(Stored data)
::::::::

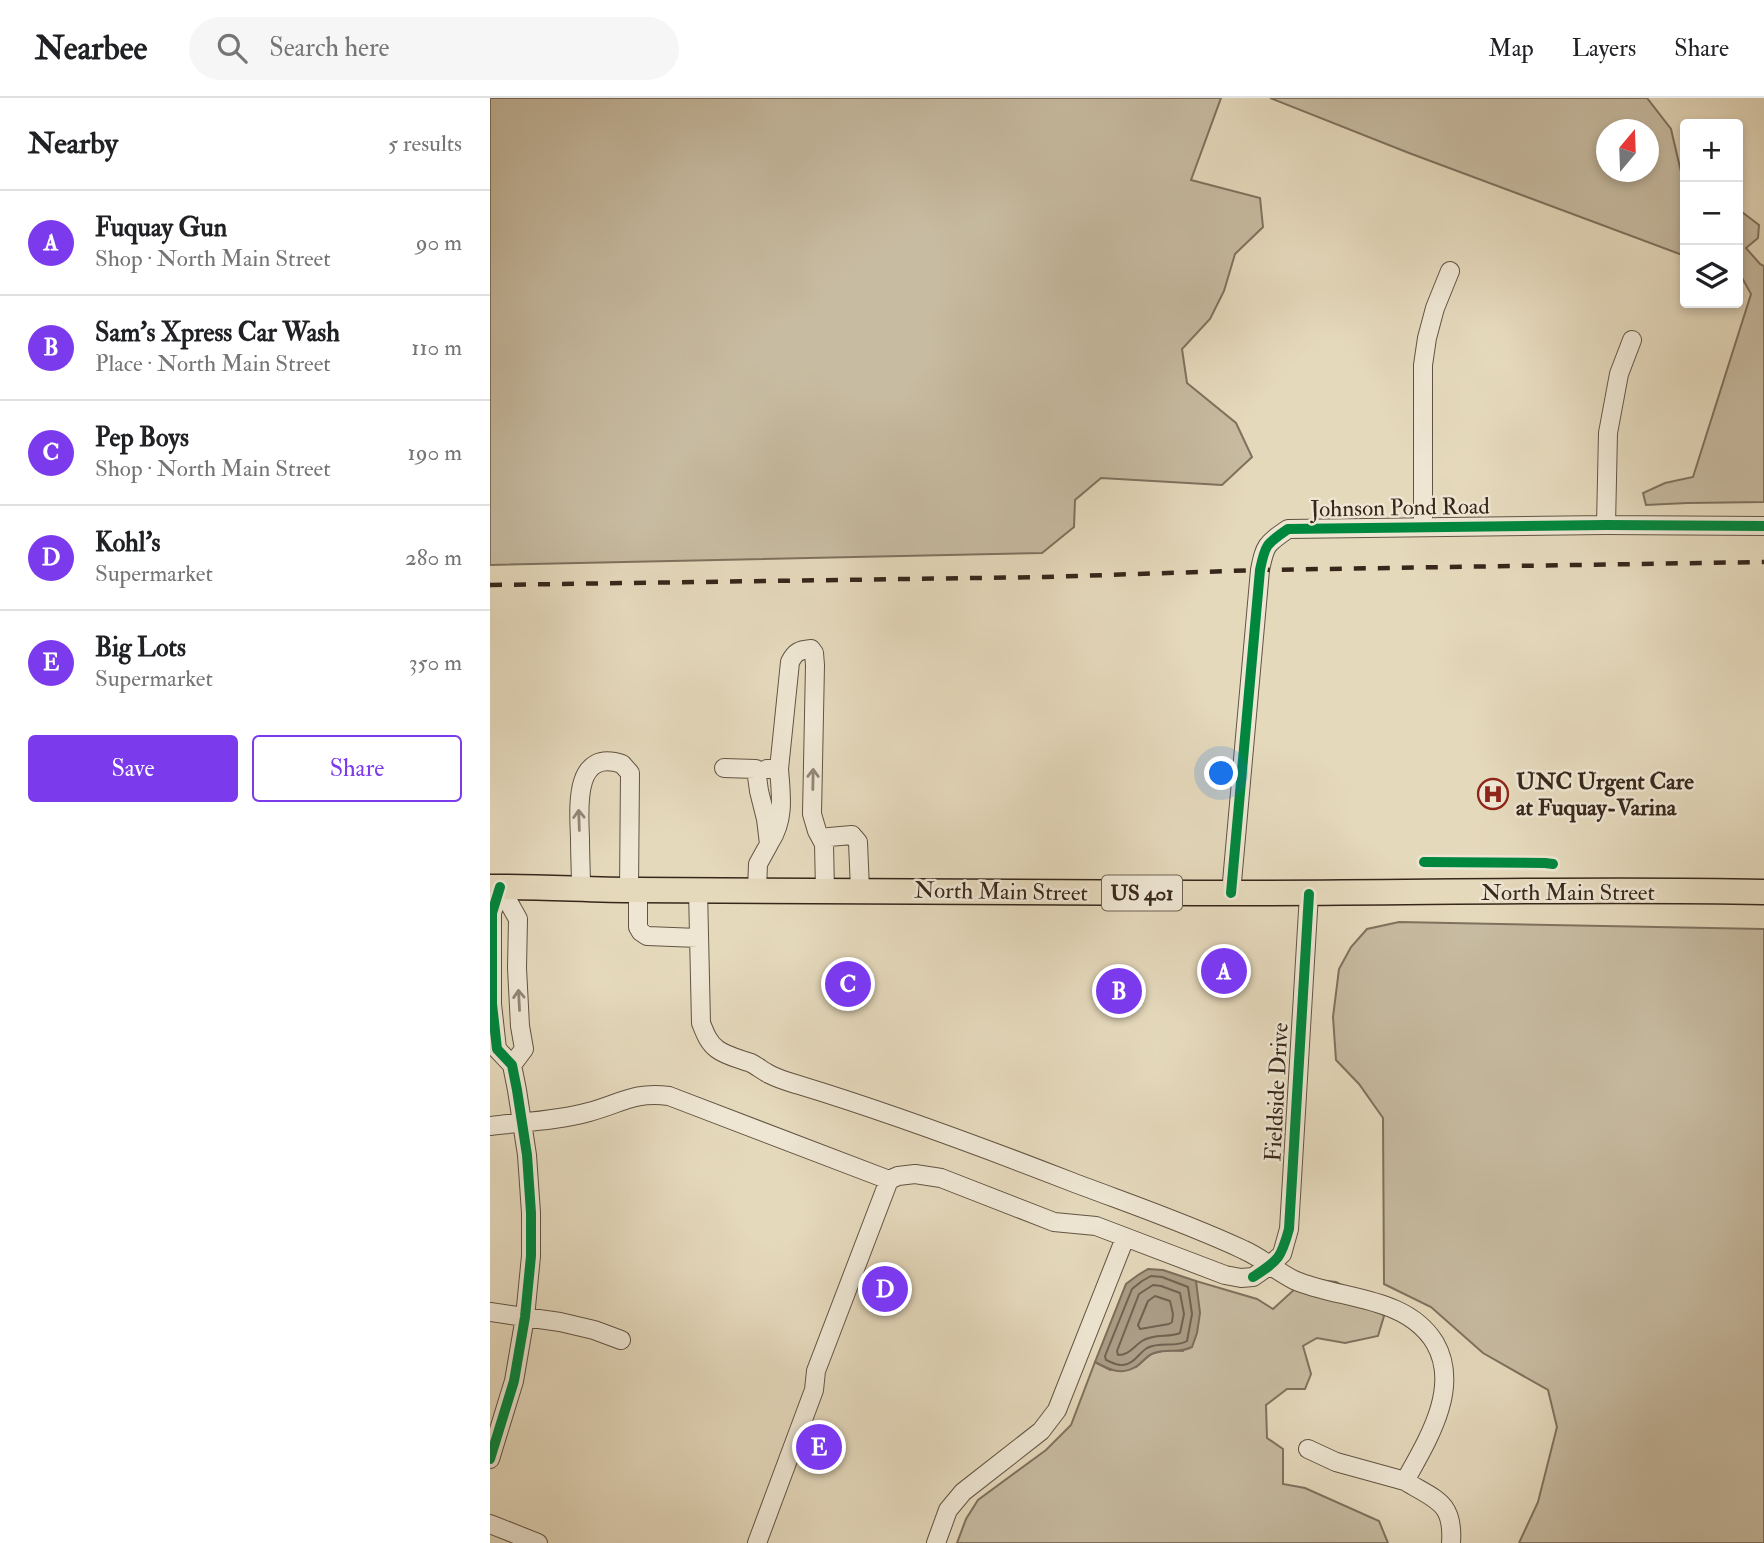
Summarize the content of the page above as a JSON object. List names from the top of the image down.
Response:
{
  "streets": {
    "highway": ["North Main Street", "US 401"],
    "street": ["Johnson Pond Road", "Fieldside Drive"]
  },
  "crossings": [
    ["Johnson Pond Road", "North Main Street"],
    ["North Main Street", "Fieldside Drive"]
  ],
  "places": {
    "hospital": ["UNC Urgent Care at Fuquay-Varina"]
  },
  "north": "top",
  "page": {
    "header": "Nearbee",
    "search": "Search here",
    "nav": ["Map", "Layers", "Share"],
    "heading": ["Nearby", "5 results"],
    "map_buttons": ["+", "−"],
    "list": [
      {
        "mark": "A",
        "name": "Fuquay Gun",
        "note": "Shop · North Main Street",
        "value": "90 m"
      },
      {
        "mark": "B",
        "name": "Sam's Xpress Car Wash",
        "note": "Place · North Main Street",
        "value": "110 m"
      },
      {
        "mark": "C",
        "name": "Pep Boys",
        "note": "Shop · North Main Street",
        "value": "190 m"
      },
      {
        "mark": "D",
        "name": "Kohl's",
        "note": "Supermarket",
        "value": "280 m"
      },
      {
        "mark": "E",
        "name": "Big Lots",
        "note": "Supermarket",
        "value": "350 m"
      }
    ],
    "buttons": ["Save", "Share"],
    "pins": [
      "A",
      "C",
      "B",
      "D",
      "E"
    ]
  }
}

::::::::

__Action item__: Scan the records above for lines with the word "page", then say how many there are, giving the number alone.

__Result for this task__: 2